┌──

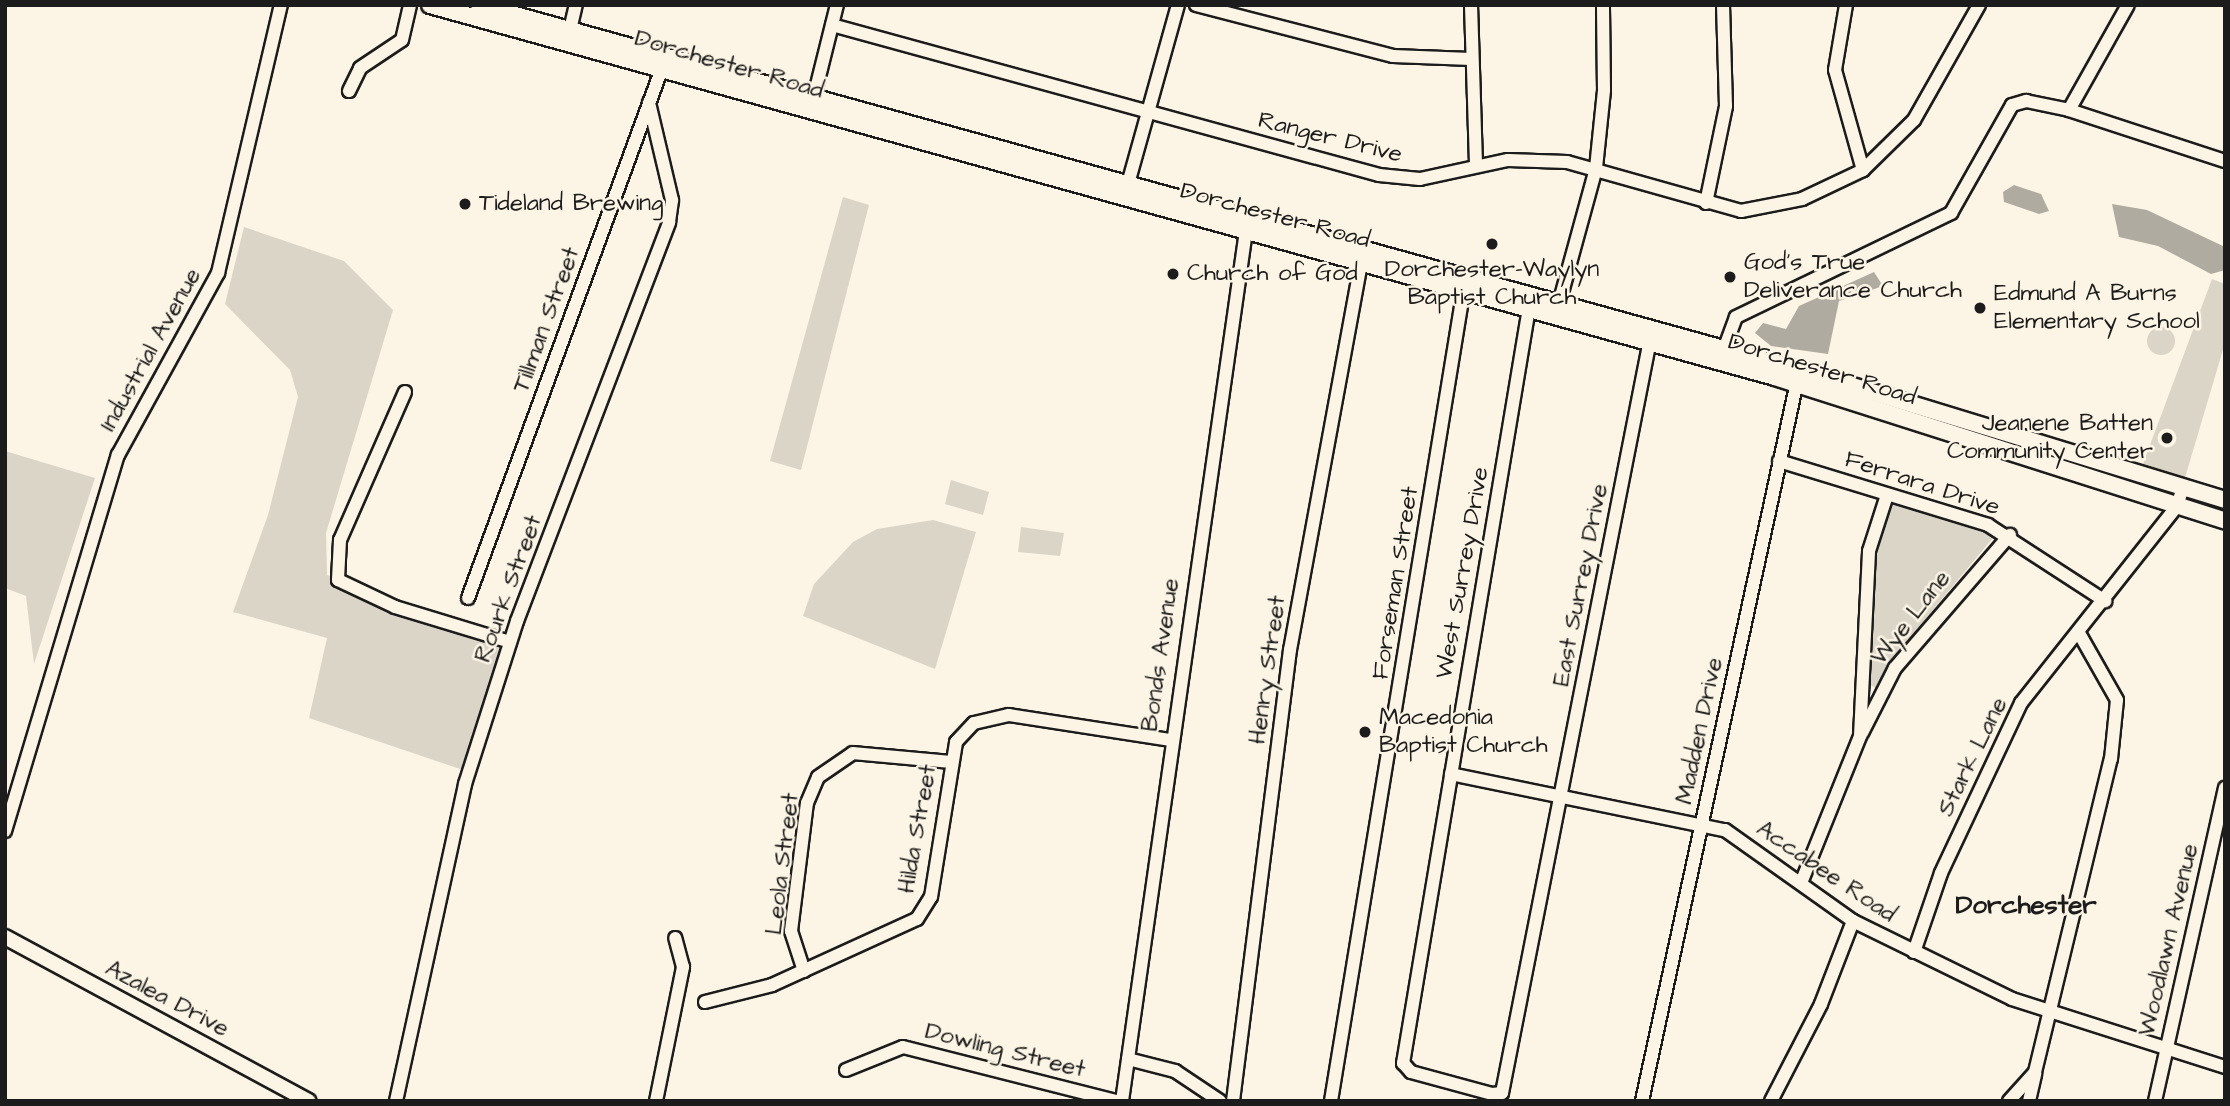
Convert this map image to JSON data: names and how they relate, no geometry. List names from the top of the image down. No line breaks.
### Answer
{"streets":{"main road":["Dorchester Road"],"street":["Ranger Drive","Tillman Street","Industrial Avenue","Ferrara Drive","West Surrey Drive","Forseman Street","East Surrey Drive","Rourk Street","Wye Lane","Bonds Avenue","Henry Street","Madden Drive","Stark Lane","Hilda Street","Leola Street","Accabee Road","Woodlawn Avenue","Azalea Drive","Dowling Street"]},"crossings":[["Dorchester Road","Tillman Street"],["Dorchester Road","West Surrey Drive"],["Dorchester Road","Forseman Street"],["Dorchester Road","East Surrey Drive"],["Dorchester Road","Bonds Avenue"],["Dorchester Road","Henry Street"],["Dorchester Road","Madden Drive"],["Tillman Street","Rourk Street"],["Ferrara Drive","Wye Lane"],["Ferrara Drive","Madden Drive"],["Ferrara Drive","Stark Lane"],["West Surrey Drive","East Surrey Drive"],["West Surrey Drive","Accabee Road"],["East Surrey Drive","Accabee Road"],["Wye Lane","Accabee Road"],["Bonds Avenue","Hilda Street"],["Madden Drive","Accabee Road"],["Stark Lane","Accabee Road"],["Hilda Street","Leola Street"],["Accabee Road","Woodlawn Avenue"]],"districts":["Dorchester"],"places":["Tideland Brewing","Dorchester-Waylyn Baptist Church","Church of God","God's True Deliverance Church","Edmund A Burns Elementary School","Jeanene Batten Community Center","Macedonia Baptist Church"]}
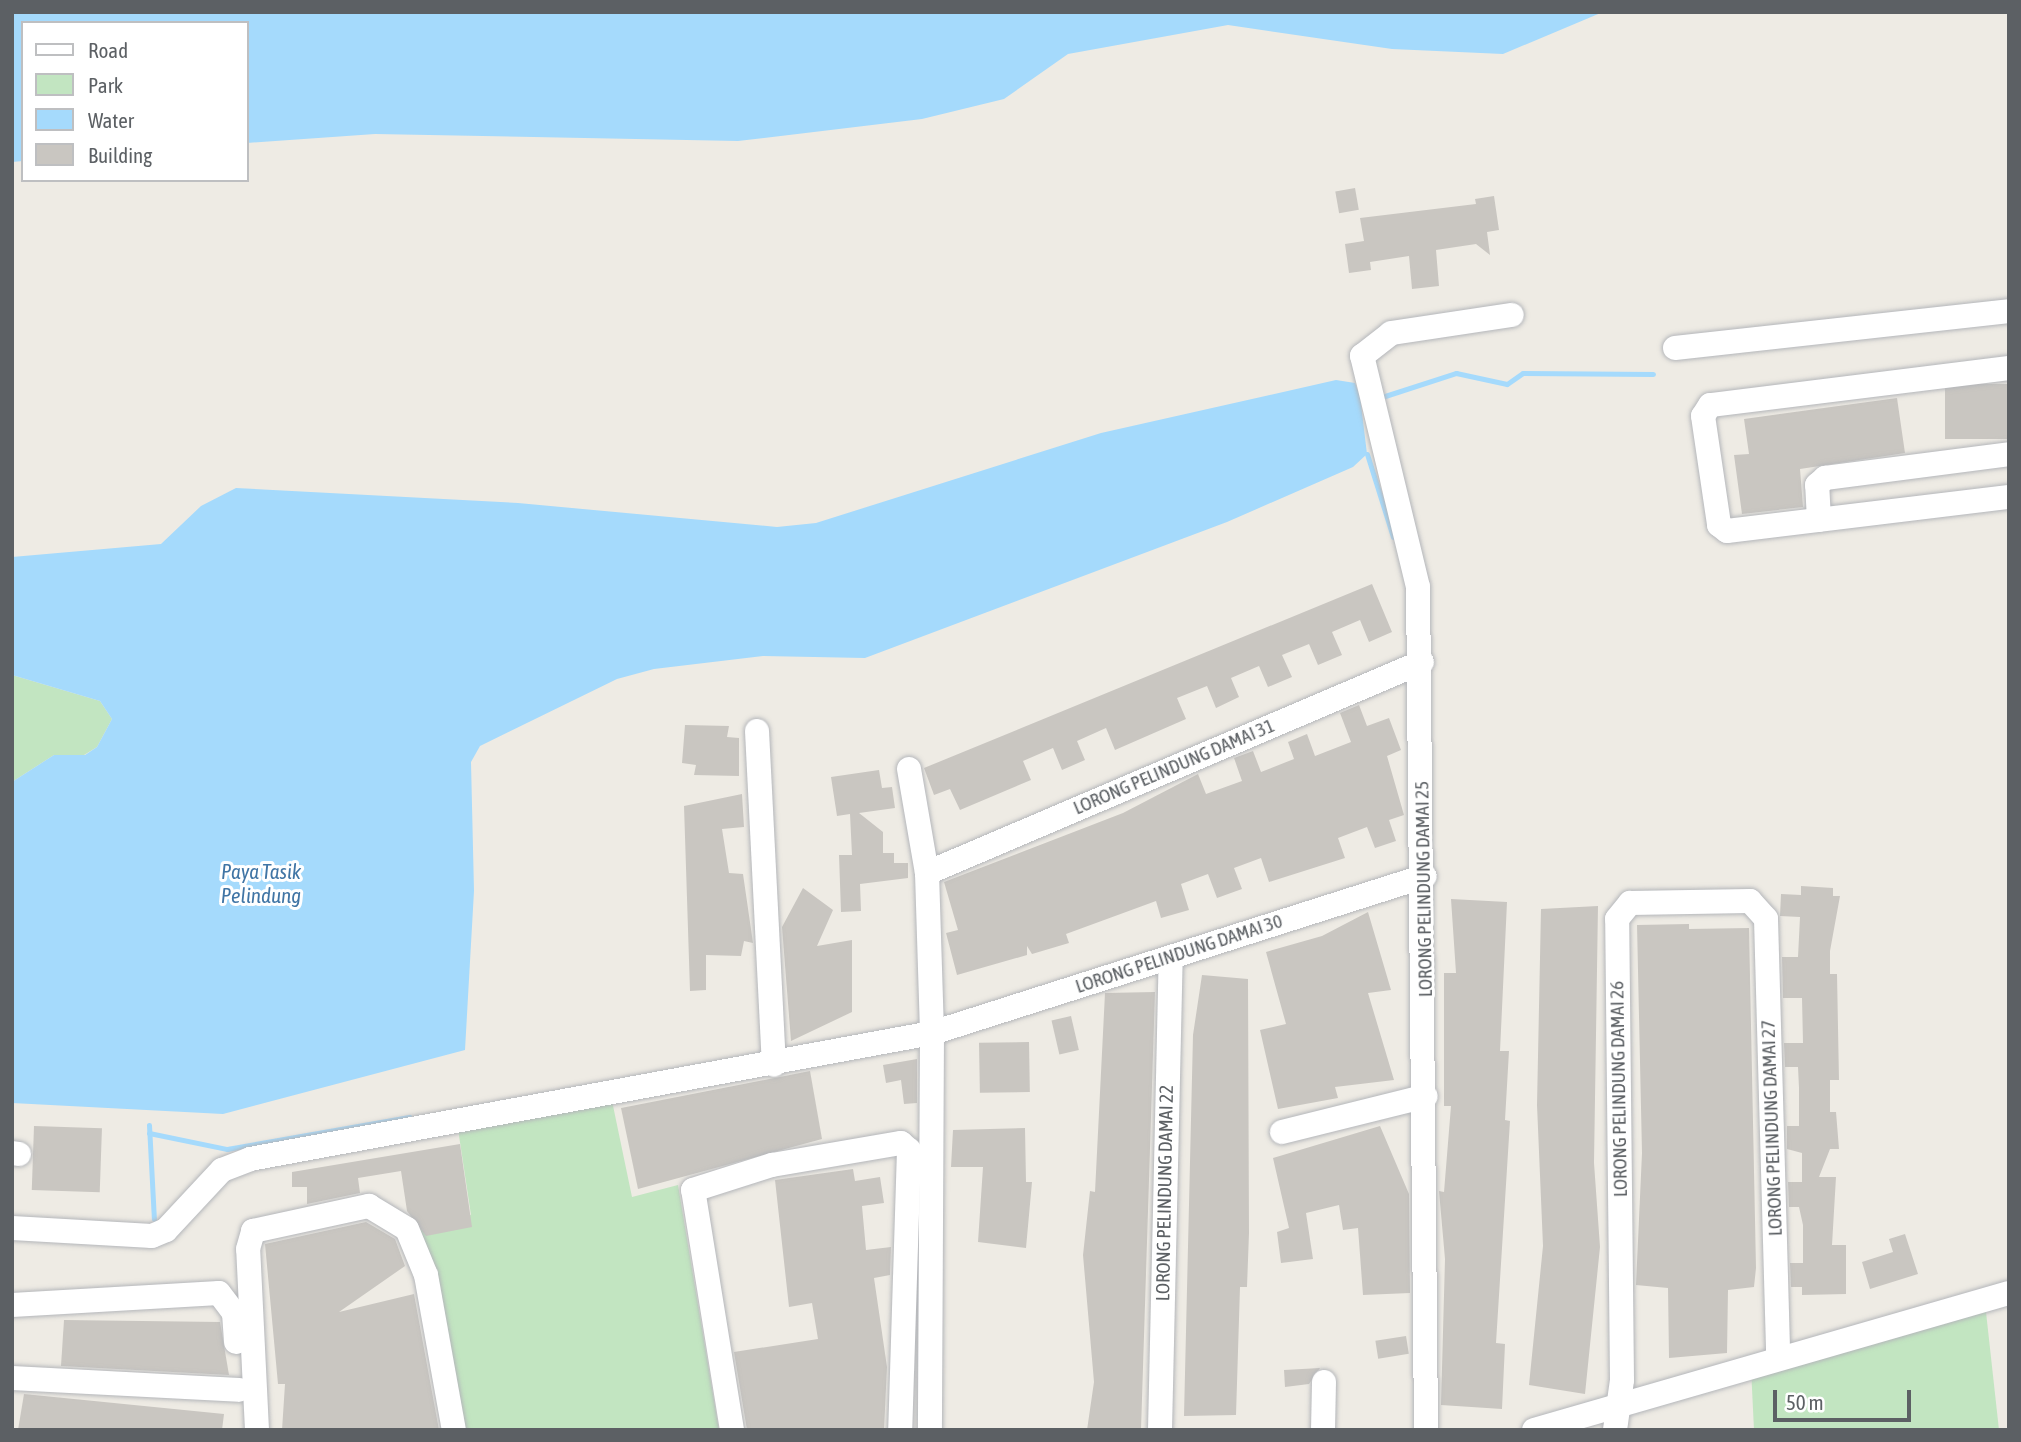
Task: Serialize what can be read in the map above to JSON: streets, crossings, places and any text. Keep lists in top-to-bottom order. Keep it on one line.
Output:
{"streets":{"street":["LORONG PELINDUNG DAMAI 31","LORONG PELINDUNG DAMAI 25","LORONG PELINDUNG DAMAI 30","LORONG PELINDUNG DAMAI 26","LORONG PELINDUNG DAMAI 27","LORONG PELINDUNG DAMAI 22"]},"crossings":[["LORONG PELINDUNG DAMAI 31","LORONG PELINDUNG DAMAI 25"],["LORONG PELINDUNG DAMAI 25","LORONG PELINDUNG DAMAI 30"],["LORONG PELINDUNG DAMAI 30","LORONG PELINDUNG DAMAI 22"],["LORONG PELINDUNG DAMAI 26","LORONG PELINDUNG DAMAI 27"]],"water":["Paya Tasik Pelindung"],"legend":["Road","Park","Water","Building"],"scale_bar":"50 m"}
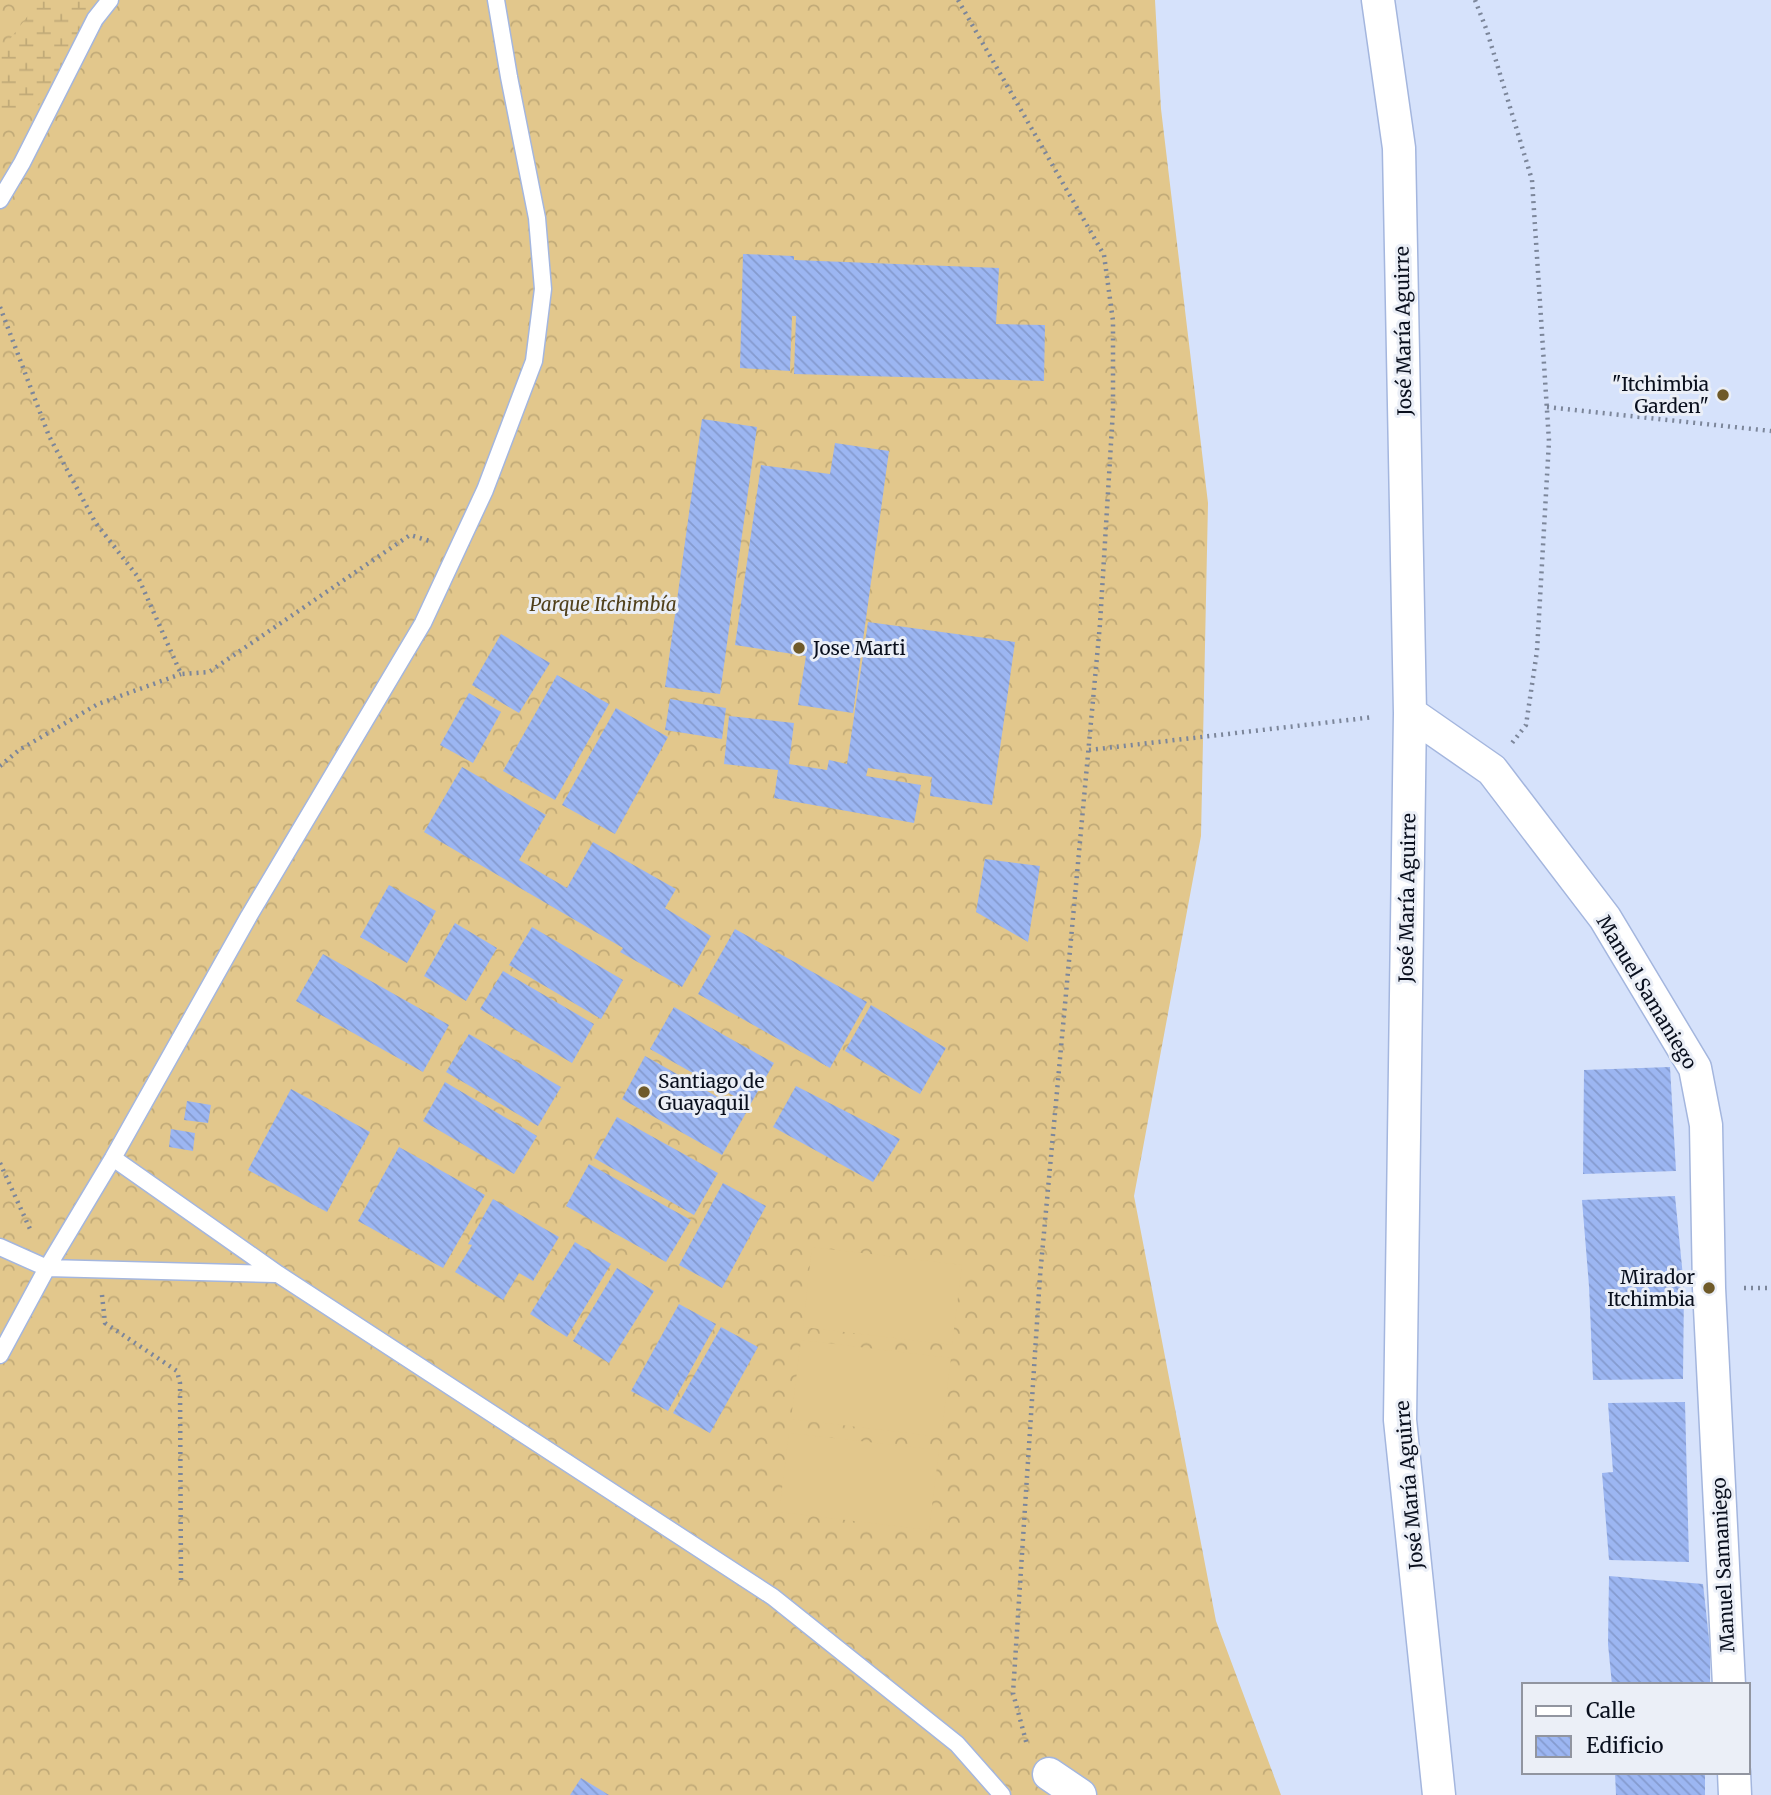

└──

» What to work on: Check each line above for the word "JSON" and give the number of lines that have it, nothing else.

» Answer section: 2